Postdoctoral Fellow La Jolla Institute for Immunology La Jolla, California, United States
Introduction/Rationale: Pulmonary fibrosis is a hallmark of severe asthma and other chronic lung diseases and is driven by fibroblast-mediated production of collagen and extracellular matrix components. However, the key signals that regulate fibroblast activation and fibrotic remodeling remain poorly defined. Previous studies have shown that animals lacking TNFSF14 exhibit reduced lung fibrosis, indicating that signaling through its receptor, LTβR, may play a direct role in controlling collagen deposition.
Methods: This study investigated the role of fibroblast-specific LTβR signaling in allergen-induced lung fibrosis. Mice with tamoxifen-inducible, fibroblast-specific deletion of LTβR were used to assess fibrotic responses during experimental asthma. In parallel, recombinant LIGHT was used to stimulate cytokine-primed human pulmonary fibroblasts (TGFβ, IL-17, or IL-13) to determine whether LTβR signaling directly regulates fibrotic activity.
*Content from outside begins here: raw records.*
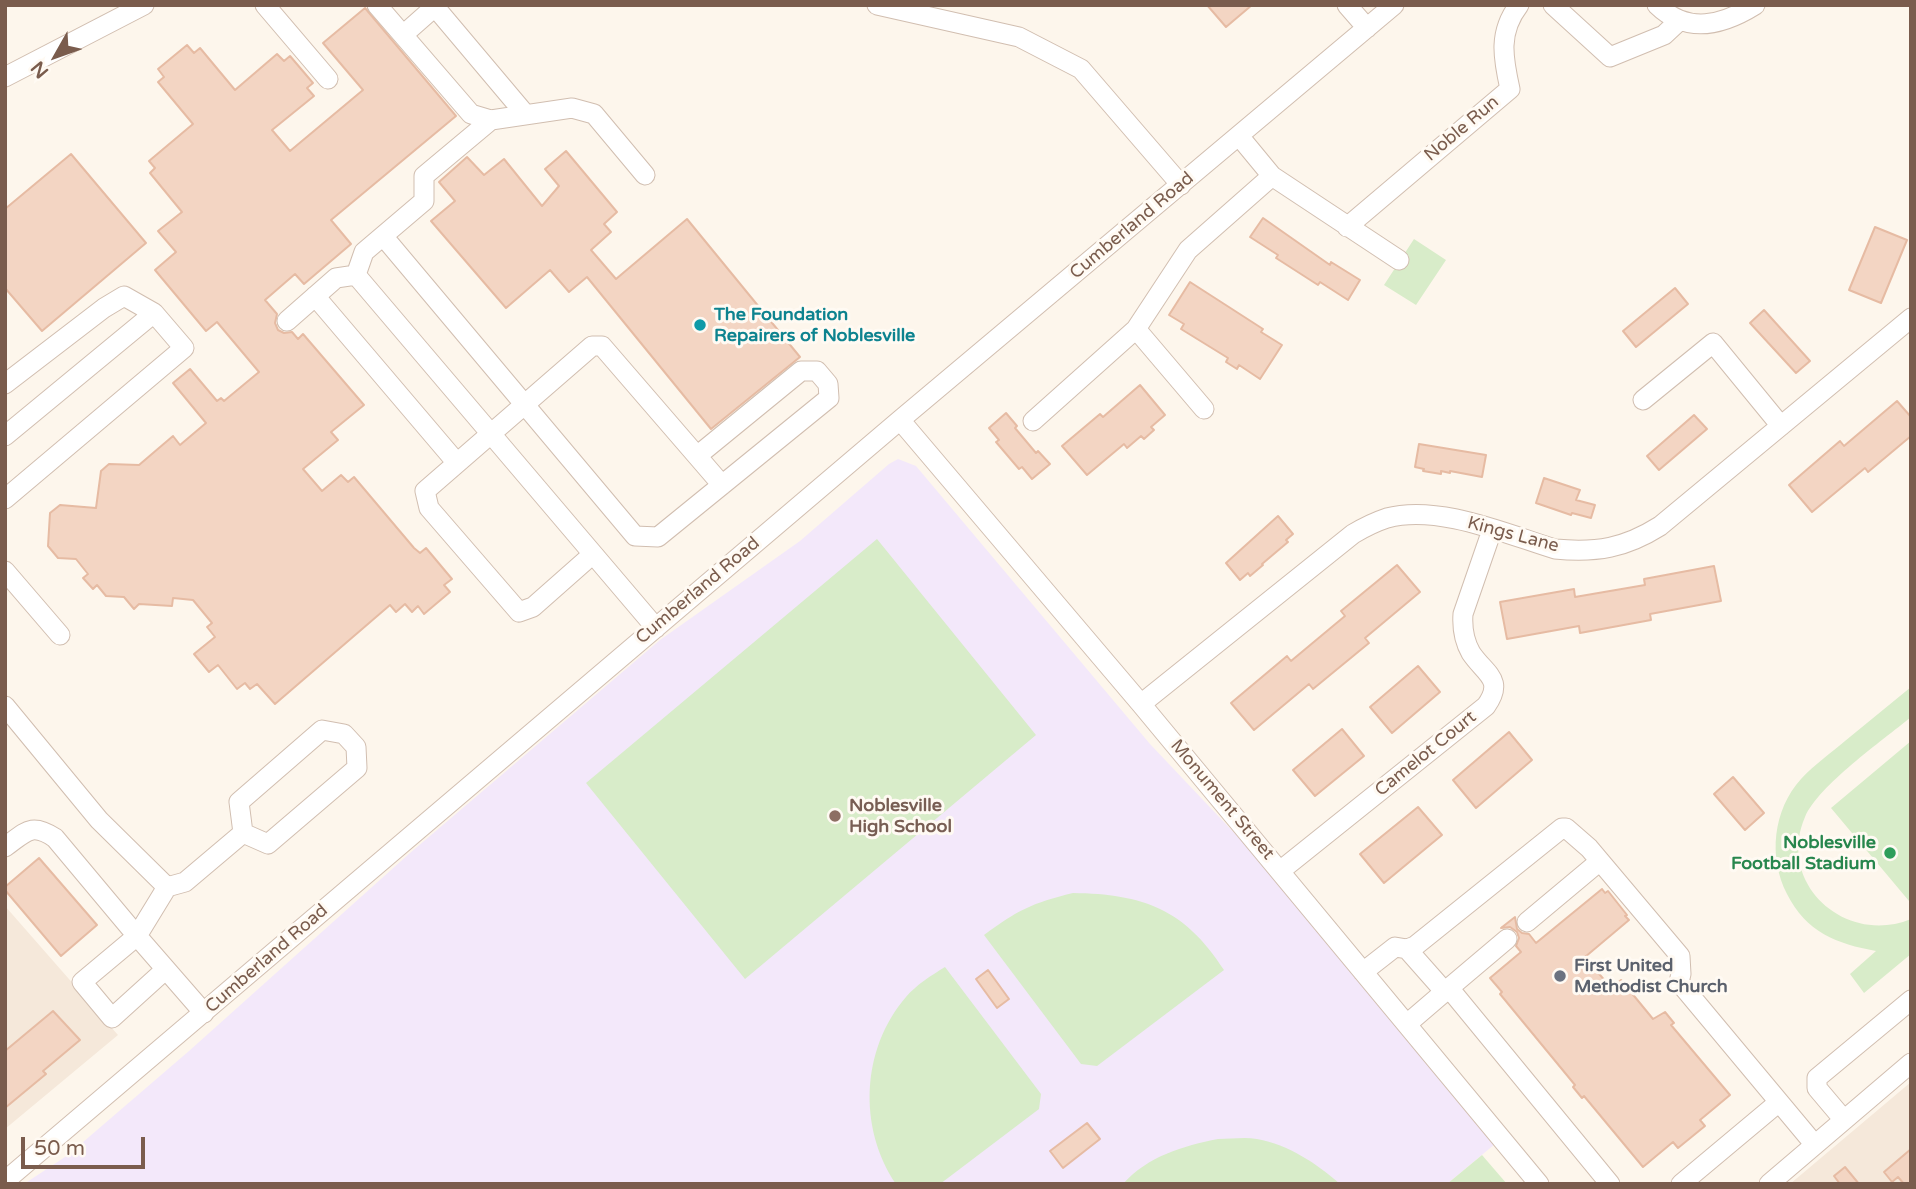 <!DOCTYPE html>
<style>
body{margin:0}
#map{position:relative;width:1916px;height:1189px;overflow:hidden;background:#fdf6ec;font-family:"Varela Round",sans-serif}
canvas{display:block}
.frame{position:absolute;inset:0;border:7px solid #7a5c4d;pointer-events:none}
.north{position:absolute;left:21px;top:21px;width:70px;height:70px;-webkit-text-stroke:5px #fffaf3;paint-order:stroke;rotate:230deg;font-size:19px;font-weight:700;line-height:28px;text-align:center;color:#7a5c4d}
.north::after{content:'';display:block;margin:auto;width:24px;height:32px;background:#7a5c4d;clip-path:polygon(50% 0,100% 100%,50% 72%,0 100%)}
.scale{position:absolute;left:21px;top:1137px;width:124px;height:32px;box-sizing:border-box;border:4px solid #7a5c4d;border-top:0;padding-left:9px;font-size:21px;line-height:24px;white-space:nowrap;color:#7a5c4d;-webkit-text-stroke:5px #fffaf3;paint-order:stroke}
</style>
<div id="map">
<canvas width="1916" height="1189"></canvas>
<div class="frame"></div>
<div class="north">N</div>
<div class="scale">50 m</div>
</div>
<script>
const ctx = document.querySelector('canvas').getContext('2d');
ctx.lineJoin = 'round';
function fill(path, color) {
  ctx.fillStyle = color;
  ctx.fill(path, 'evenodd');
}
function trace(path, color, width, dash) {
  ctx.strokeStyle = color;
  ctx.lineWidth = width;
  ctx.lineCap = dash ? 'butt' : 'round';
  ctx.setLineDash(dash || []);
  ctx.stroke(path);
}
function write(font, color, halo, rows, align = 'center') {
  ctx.font = font + ' "Varela Round",sans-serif';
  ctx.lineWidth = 6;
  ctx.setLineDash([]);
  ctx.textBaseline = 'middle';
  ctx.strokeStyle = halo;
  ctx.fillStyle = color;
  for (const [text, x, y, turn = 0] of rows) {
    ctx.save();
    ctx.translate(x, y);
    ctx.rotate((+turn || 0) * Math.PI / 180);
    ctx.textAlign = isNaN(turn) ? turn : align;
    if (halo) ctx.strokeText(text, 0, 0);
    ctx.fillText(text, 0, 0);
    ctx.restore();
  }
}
const residential = new Path2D(`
 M5,906L118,1035L5,1129Z
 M1911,1082V1184H1790Z`);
const education = new Path2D(`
 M898,459L916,466L1150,744L1240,839L1495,1144L1447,1184H24L68,1155L189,1051L410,853L660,640L800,541L889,464Z`);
const green = new Path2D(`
 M1414,239L1446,260L1416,305L1384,285Z
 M877,539L1036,735L745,979L586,783Z
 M1911,687V717C1882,741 1819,785 1805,817C1776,884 1846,946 1911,919V954L1864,993L1850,974L1876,951C1837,944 1806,932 1787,894C1768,857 1773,810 1801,779C1814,765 1831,753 1845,741C1867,723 1889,705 1911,687Z
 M1911,741V899L1909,901L1831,808Z
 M1073,893C1143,894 1185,909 1224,970L1097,1066L1081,1064L984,935C1018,910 1032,903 1073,893Z
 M945,967L1041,1094L1039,1109L940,1184H896C858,1128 861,1049 906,997C916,985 932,975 945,967Z
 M1218,1139C1231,1139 1245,1137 1257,1139C1289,1145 1316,1163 1340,1184H1123C1148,1156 1183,1146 1218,1139Z
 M1482,1155L1507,1184H1447Z`);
const building = new Path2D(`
 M1207,5H1252L1226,27Z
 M365,8L456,116L331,220L351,244L304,284L295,274L265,300L277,314L275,323L278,330L284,333L292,332L298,339L303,334L364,405L331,432L338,440L303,469L322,491L341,475L348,482L354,477L414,548L420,553L426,548L452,579L444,585L450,592L424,614L418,606L412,612L405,604L396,612L390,605L275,704L257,684L250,689L245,683L237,689L218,665L209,672L194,654L215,637L207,627L212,623L193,600L173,598L172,606L139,604L134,609L124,597L106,596L97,585L93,589L83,578L88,574L76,559L58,558L48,546L50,513L60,505L96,508L101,471L109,464L139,465L173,436L180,445L206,423L173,383L190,369L217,401L221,398L224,401L259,372L217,322L206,331L155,270L176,252L158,231L182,212L150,173L155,168L149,161L193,124L158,82L164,77L158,69L187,45L194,53L200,48L235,90L277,54L284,61L290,56L313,83L307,88L314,96L272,130L290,151L363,90L323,43Z
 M566,151L617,212L604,224L611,232L591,250L616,279L687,219L800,357L711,429L587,277L569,292L550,270L506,308L431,221L455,201L439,182L467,157L484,175L504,159L542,206L559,186L545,169Z
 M71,154L146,243L42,331L5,288V209Z
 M1263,218L1330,265L1331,262L1360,280L1348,300L1320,282L1318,285L1276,258L1278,255L1250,237Z
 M1875,227L1907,240L1881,303L1849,290Z
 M1190,282L1263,329L1261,332L1282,345L1260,379L1239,365L1237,369L1226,362L1228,358L1181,329L1184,324L1169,315Z
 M1675,288L1688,304L1636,347L1623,331Z
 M1764,310L1810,361L1796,373L1750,323Z
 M1140,385L1165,415L1151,427L1154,430L1144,439L1141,436L1127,448L1124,444L1087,475L1062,446L1100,414L1103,417Z
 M1897,401L1911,417V436L1868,472L1865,468L1812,512L1789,485L1840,441L1844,446Z
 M1006,413L1017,426L1015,428L1036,453L1038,451L1050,464L1032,479L1022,467L1019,469L996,442L999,440L989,428Z
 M1694,415L1707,429L1659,470L1647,456Z
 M1419,444L1486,455L1482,477L1450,471V473L1441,471V474L1423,471L1424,469L1415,467Z
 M1544,478L1580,490L1576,500L1595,505L1591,518L1572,513L1571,515L1536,503Z
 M1278,516L1293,534L1286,540L1288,542L1262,564L1263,565L1250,576L1248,573L1240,580L1226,563Z
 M1397,565L1420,592L1365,638L1369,643L1313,689L1309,684L1254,730L1231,703L1287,656L1291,661L1345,616L1341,611Z
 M1714,566L1721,601L1650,614L1651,620L1580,633L1579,626L1507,639L1500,602L1574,589L1575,597L1645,585L1644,579Z
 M1418,666L1440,692L1392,733L1370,707Z
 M1342,729L1364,756L1315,796L1293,770Z
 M1509,732L1532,760L1476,808L1453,780Z
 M1733,777L1764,813L1745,830L1714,794Z
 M1418,807L1442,835L1384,883L1360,854Z
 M39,858L97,925L61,956L5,890V887Z
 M1602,889L1605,893L1608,891L1627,915L1625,916L1629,920L1585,957L1611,988L1621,980L1653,1019L1665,1012L1674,1023L1671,1025L1730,1095L1700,1120L1705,1126L1678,1148L1673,1142L1643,1167L1584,1096L1582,1098L1573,1087L1575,1085L1500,994L1502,992L1490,978L1521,952L1516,946L1519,938L1517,932L1510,927L1501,928L1515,917L1517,929L1522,933L1529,934L1536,943Z
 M988,970L1009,999L997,1008L976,979Z
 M53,1011L80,1040L43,1071L46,1074L5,1108V1051Z
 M1087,1123L1100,1139L1063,1168L1050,1151Z
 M1911,1149V1184H1904L1898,1177L1892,1182L1884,1172Z
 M1845,1167L1859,1184H1840L1834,1176Z`);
const minor = new Path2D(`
 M265,5L328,79
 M377,5L471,114L491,120
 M877,5L1019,37L1081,69L1181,185
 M1347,5L1367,28
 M1553,5L1610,57L1664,35L1680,20
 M1657,5C1688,35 1723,25 1755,5
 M435,7L526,115
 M403,35L437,5
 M5,77L144,5
 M1239,136L1272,176L1399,260
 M1347,227L1510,89C1503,58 1498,32 1519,5
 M383,236L635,536L658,537L829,398L828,384L817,371H801L697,456L602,346H592L425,491L429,508L519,612L533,607L593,554
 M356,275L364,252L424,201V176L491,120L572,108L594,114L645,175
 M315,296L457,463
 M287,321L336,278L356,275L656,628
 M1136,329L1204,409
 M5,384L104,308L124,296L154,313
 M1643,400L1713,343L1781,426
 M900,420L1141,704L1539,1184
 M1033,421L1136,329L1188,250L1272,176
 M5,436L154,313L184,348L5,499
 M697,456L722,485
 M5,571L60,635
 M1141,704L1353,534C1363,528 1375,522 1387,518C1438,504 1506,534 1555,549C1597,553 1625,548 1660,526L1911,318
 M5,706L99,820L167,887L137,936L204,1013
 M5,847C26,832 31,822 55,838L137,936L82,982L112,1018L165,970
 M1280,871L1486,706C1505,679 1485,674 1471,653C1464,641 1462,628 1463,614L1492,530
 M167,887L185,882L243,833L268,844L357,768L356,747L344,734L322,730L239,802L243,833
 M1527,922L1600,861
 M1407,949L1445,992
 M1363,972L1395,947L1407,949L1415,946L1562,828H1566L1589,848L1680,956L1681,974L1679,982L1815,1145
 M1449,988L1507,939
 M1407,1024L1449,988L1610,1184
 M1844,1120L1817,1088V1078L1911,1000
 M5,1181L900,420L1394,5
 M1681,1184L1779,1102
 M1769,1184L1911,1063`);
const markers = [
 [700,325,7,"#0f9aa8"],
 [835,816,7,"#8d6e63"],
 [1890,853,7,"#2e9e5b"],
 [1560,976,7,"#6b7280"]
];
const streetNames = [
 ["Noble Run",1462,129,-40],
 ["Cumberland Road",1132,226,-40],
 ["Kings Lane",1513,535,15],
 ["Cumberland Road",698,591,-40],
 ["Camelot Court",1426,754,-39],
 ["Monument Street",1222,800,50],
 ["Cumberland Road",267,959,-41]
];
const cultureNames = [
 ["The Foundation",714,315],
 ["Repairers of Noblesville",714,336]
];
const educationNames = [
 ["Noblesville",849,806],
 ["High School",849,827]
];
const leisureNames = [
 ["Noblesville",1876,843],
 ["Football Stadium",1876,864]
];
const worshipNames = [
 ["First United",1574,966],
 ["Methodist Church",1574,987]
];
fill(residential, '#f5e8da');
fill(education, '#f3e8fa');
fill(green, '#d8ecc9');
fill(building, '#f3d5c3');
trace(building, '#e6bba3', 2);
trace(minor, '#d1beb0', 21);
trace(minor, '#fff', 19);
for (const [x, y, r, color] of markers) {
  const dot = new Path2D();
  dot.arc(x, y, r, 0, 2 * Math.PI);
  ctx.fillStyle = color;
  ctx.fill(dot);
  trace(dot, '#fffaf3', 2.5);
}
write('18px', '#7a5c4d', '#fffaf3', streetNames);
write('bold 18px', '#0d838f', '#fffaf3', cultureNames, 'left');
write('bold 18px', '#785e54', '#fffaf3', educationNames, 'left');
write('bold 18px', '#27864d', '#fffaf3', leisureNames, 'right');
write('bold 18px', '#5b616d', '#fffaf3', worshipNames, 'left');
</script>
Results: Conditional deletion of LTβR in fibroblasts resulted in an almost complete loss of collagen deposition in the lungs following repeated allergen exposure, despite minimal changes in fibroblast accumulation. Consistent with this finding, LIGHT/TNFSF14 strongly induced expression of genes associated with fibrosis and cytoskeletal remodeling in cytokine-primed human pulmonary fibroblasts, including multiple collagen isoforms (COL1A1, COL1A2, COL3A1, COL5A1) and other matrisome-related genes (FN1, TAGLN, ACTA2, SPARC, FLNA). Importantly, this fibrotic transcriptional signature was also detected in fibroblasts isolated from patients with interstitial lung disease. Additionally, LTβR deletion in fibroblasts significantly reduced lung infiltration by neutrophils, macrophages, and T cells, likely due to impaired LIGHT–LTβR–dependent regulation of chemokines and adhesion molecules involved in immune cell recruitment.
Conclusion: LTβR signaling in fibroblasts is a critical driver of both fibrotic remodeling and inflammatory cell recruitment in severe and chronic lung disease.